What exactly counts as clinical or medical experience? I think someone wrote on a post that if you got close enough to smell a patient it counts. What about teaching for the red cross, which is not working with patients, but sort of preventive medicine? Or how about extensive shadowing that involves staring at patients a lot.
Well, there are two kinds of such experiences schools might ask about: your clinical experiences and healthcare/medically-related experiences.
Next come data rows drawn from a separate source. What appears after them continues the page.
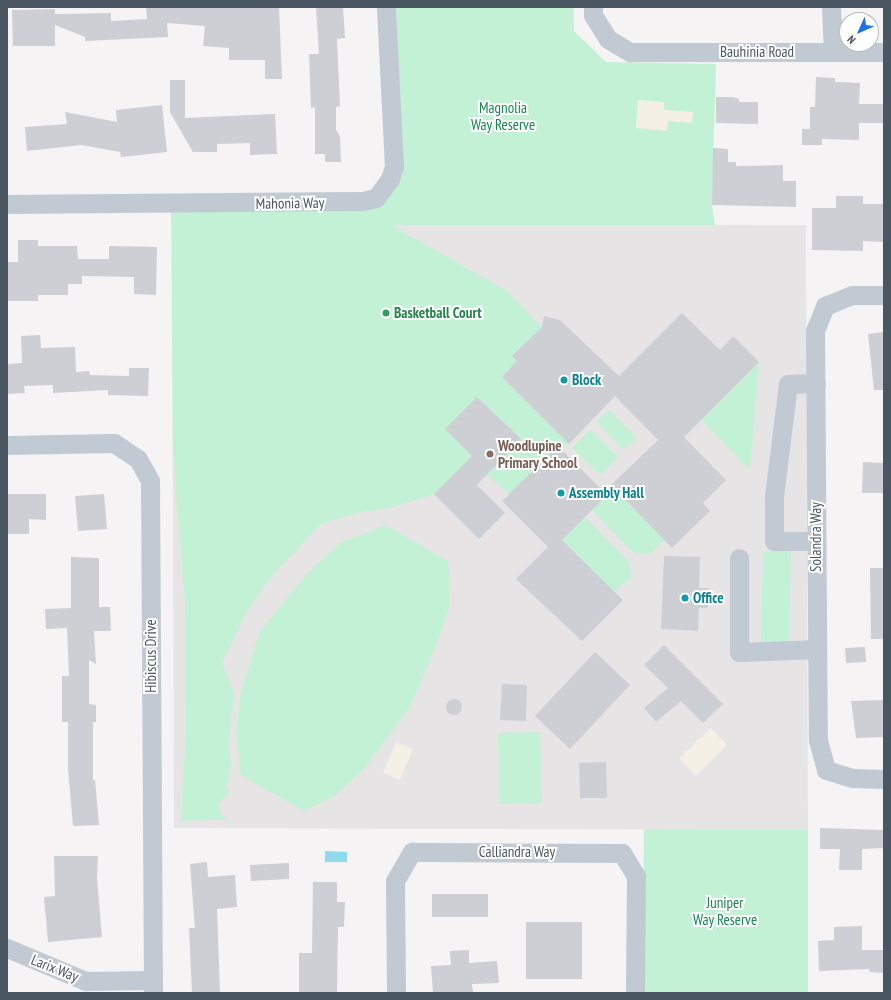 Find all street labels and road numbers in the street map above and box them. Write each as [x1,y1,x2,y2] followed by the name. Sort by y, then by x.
[720,43,794,61] street label: Bauhinia Road
[255,193,325,213] street label: Mahonia Way
[807,502,825,572] street label: Solandra Way
[142,619,160,693] street label: Hibiscus Drive
[479,843,555,861] street label: Calliandra Way
[28,950,82,986] street label: Larix Way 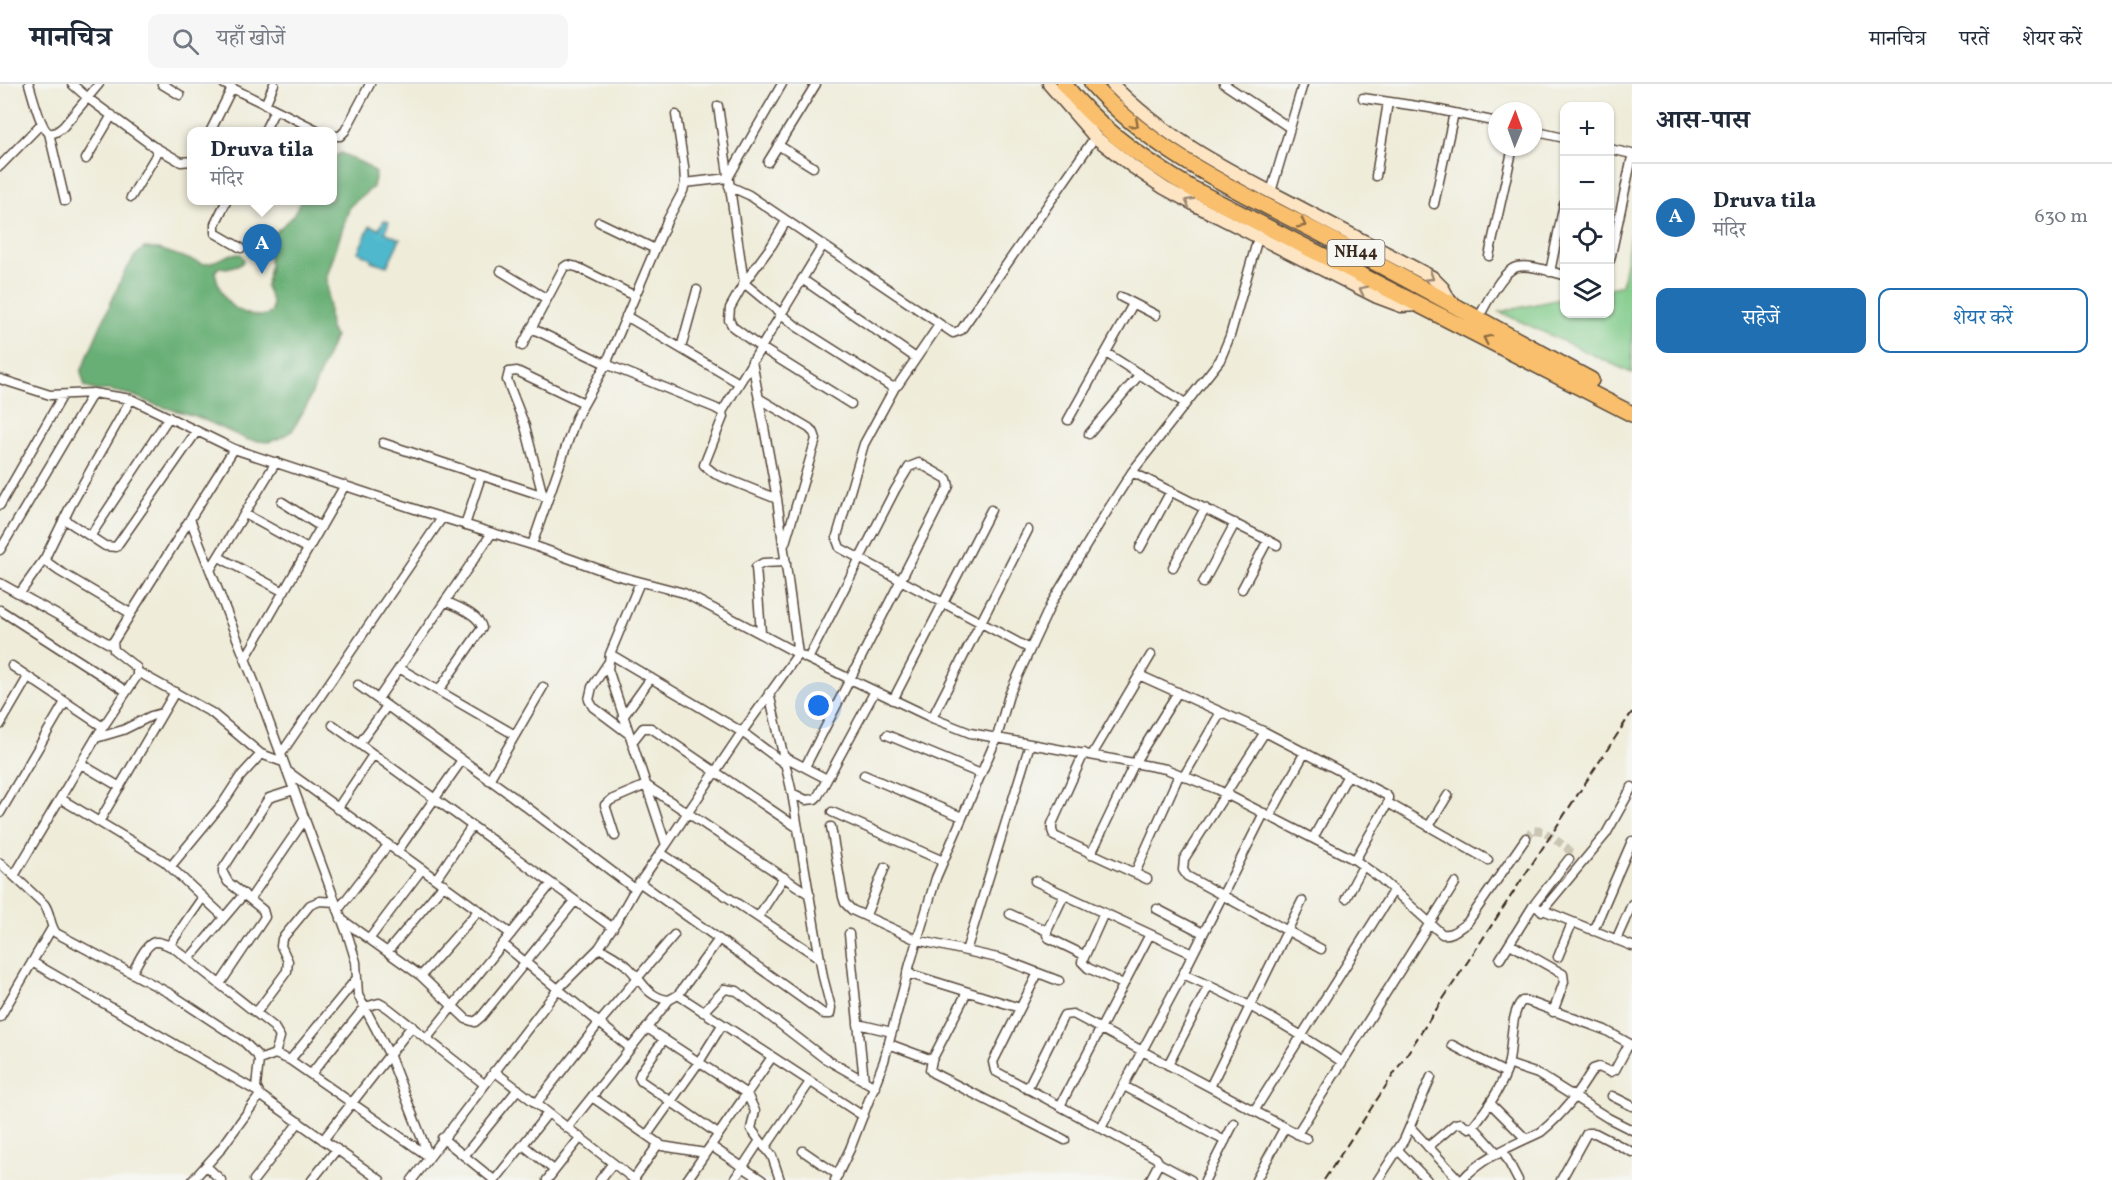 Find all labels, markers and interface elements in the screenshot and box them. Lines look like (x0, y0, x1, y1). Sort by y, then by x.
search box (148, 14, 568, 68)
text: मानचित्र (30, 19, 112, 58)
text: यहाँ खोजें (217, 24, 285, 55)
icon: search (169, 25, 202, 58)
text: मानचित्र (1869, 25, 1926, 54)
text: परतें (1959, 25, 1989, 54)
text: शेयर करें (2022, 25, 2082, 54)
north arrow (1488, 102, 1542, 156)
map controls (1560, 102, 1614, 318)
button: + (1560, 102, 1614, 156)
text: आस-पास (1656, 103, 1750, 139)
one-way arrow (1128, 116, 1139, 127)
popup (187, 127, 337, 205)
text: Druva tila (210, 135, 314, 166)
button: − (1560, 156, 1614, 210)
text: मंदिर (210, 166, 243, 194)
text: Druva tila (1713, 186, 1816, 217)
one-way arrow (1185, 198, 1195, 209)
text: A (1668, 203, 1683, 231)
text: 630 m (2035, 203, 2088, 231)
button: locate (1560, 210, 1614, 264)
one-way arrow (1295, 217, 1306, 228)
text: मंदिर (1713, 217, 1746, 245)
pin: A (242, 224, 282, 274)
road number: NH44 (1328, 240, 1384, 266)
button: layers (1560, 264, 1614, 318)
one-way arrow (1423, 270, 1434, 281)
one-way arrow (1359, 286, 1370, 297)
button: सहेजें (1656, 288, 1866, 353)
button: शेयर करें (1878, 288, 2088, 353)
one-way arrow (1482, 334, 1493, 346)
your location (804, 691, 833, 720) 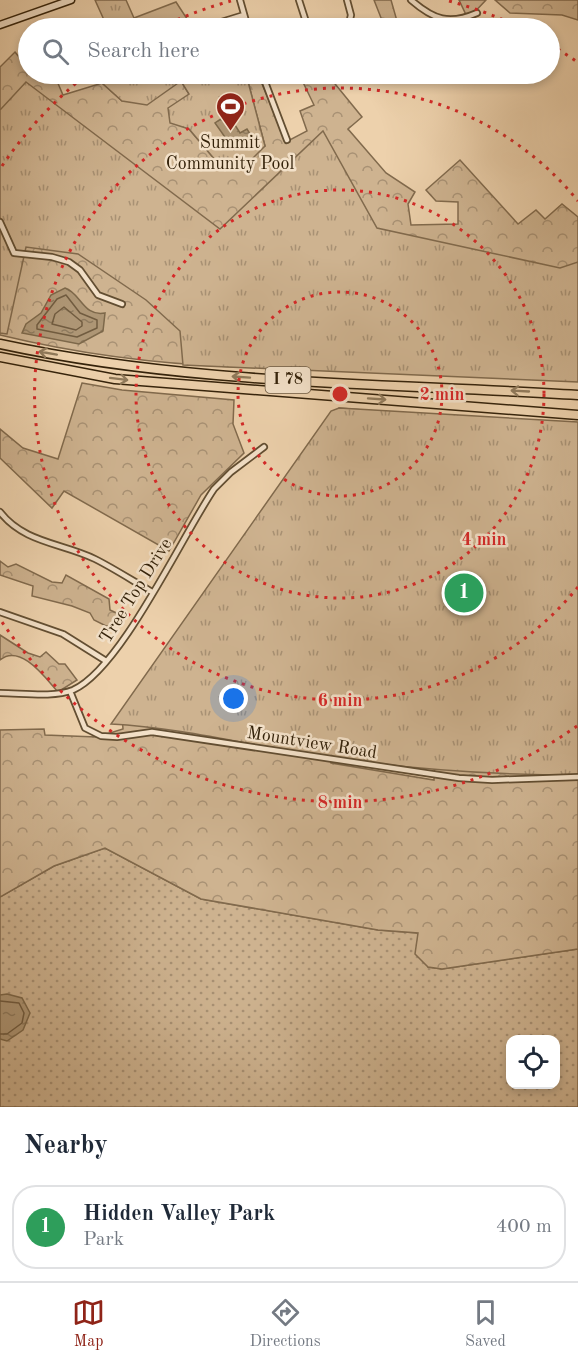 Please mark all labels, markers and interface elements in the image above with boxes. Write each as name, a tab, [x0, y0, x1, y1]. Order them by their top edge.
search box	[18, 18, 560, 84]
icon: search	[39, 35, 72, 68]
text: Search here	[87, 40, 200, 62]
sports icon: Summit Community Pool	[214, 90, 246, 132]
place label: Summit Community Pool	[166, 134, 294, 173]
one-way arrow	[38, 348, 58, 359]
road number: I 78	[266, 367, 310, 393]
one-way arrow	[231, 372, 251, 383]
one-way arrow	[109, 374, 129, 385]
centre of rings	[330, 384, 350, 404]
text: 2 min	[419, 386, 465, 404]
one-way arrow	[510, 386, 530, 397]
one-way arrow	[366, 394, 386, 405]
text: 4 min	[461, 531, 507, 549]
street label: Tree Top Drive	[97, 535, 175, 647]
pin: 1	[444, 570, 484, 616]
your location	[219, 684, 248, 713]
text: 6 min	[317, 692, 363, 710]
street label: Mountview Road	[246, 724, 378, 762]
text: 8 min	[317, 794, 363, 812]
map controls	[506, 1035, 560, 1089]
button: locate	[506, 1035, 560, 1089]
text: Nearby	[24, 1133, 108, 1159]
text: Hidden Valley Park	[83, 1203, 275, 1225]
text: 1	[40, 1217, 51, 1237]
text: 400 m	[496, 1217, 552, 1237]
text: Park	[83, 1230, 124, 1250]
tab: Map	[72, 1296, 105, 1352]
tab: Directions	[250, 1296, 321, 1352]
tab: Saved	[465, 1296, 506, 1352] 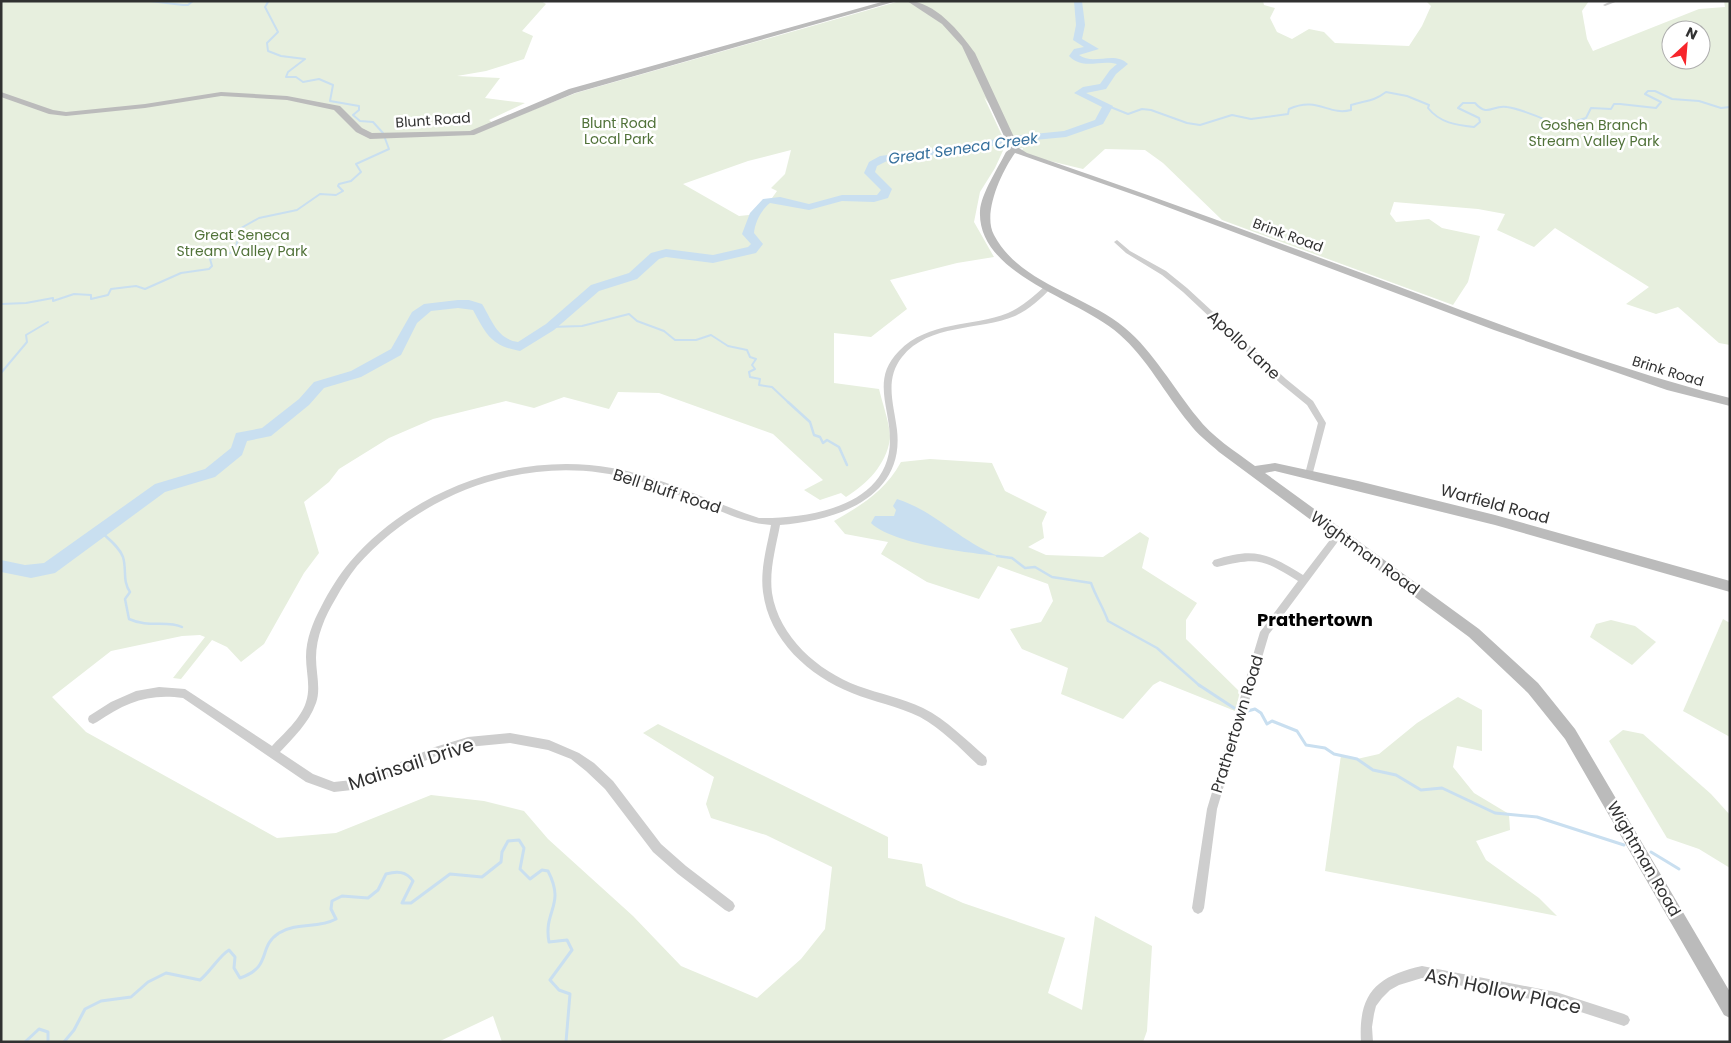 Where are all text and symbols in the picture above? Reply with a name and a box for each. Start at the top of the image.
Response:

For something to count as a clinical experience, I think, you would really need to have had direct contact with patients. For example, working as an EMT-B, a CNA, phlebotomist, hospital transporter, hospital technican, or mental health counselor/coach, would place you in direct contact with patients; these types of work are clearly clinical. Yeah, shadowing a healthcare professional would technically be clinical, since you do have direct contact with patients, but it is probably not as strong as clinical experiences where you directly interact with patients. However, since it is not that common for college students to have the opportunity to interact directly with patients without some kind of basic healthcare certification, shadowing is generally considered.
For an experience to be healthcare-related, it need only be associated with the realm of the prevention and treatment of illness and injury, whether mental or physical. Obviously, these types of work can take on many forms. In other words, I think your work with the Red Cross (I'm thinking you are teaching CPR, BLS, First Aid, etc.) would count as medically-related, but it wouldn't think it counts as clinical experience.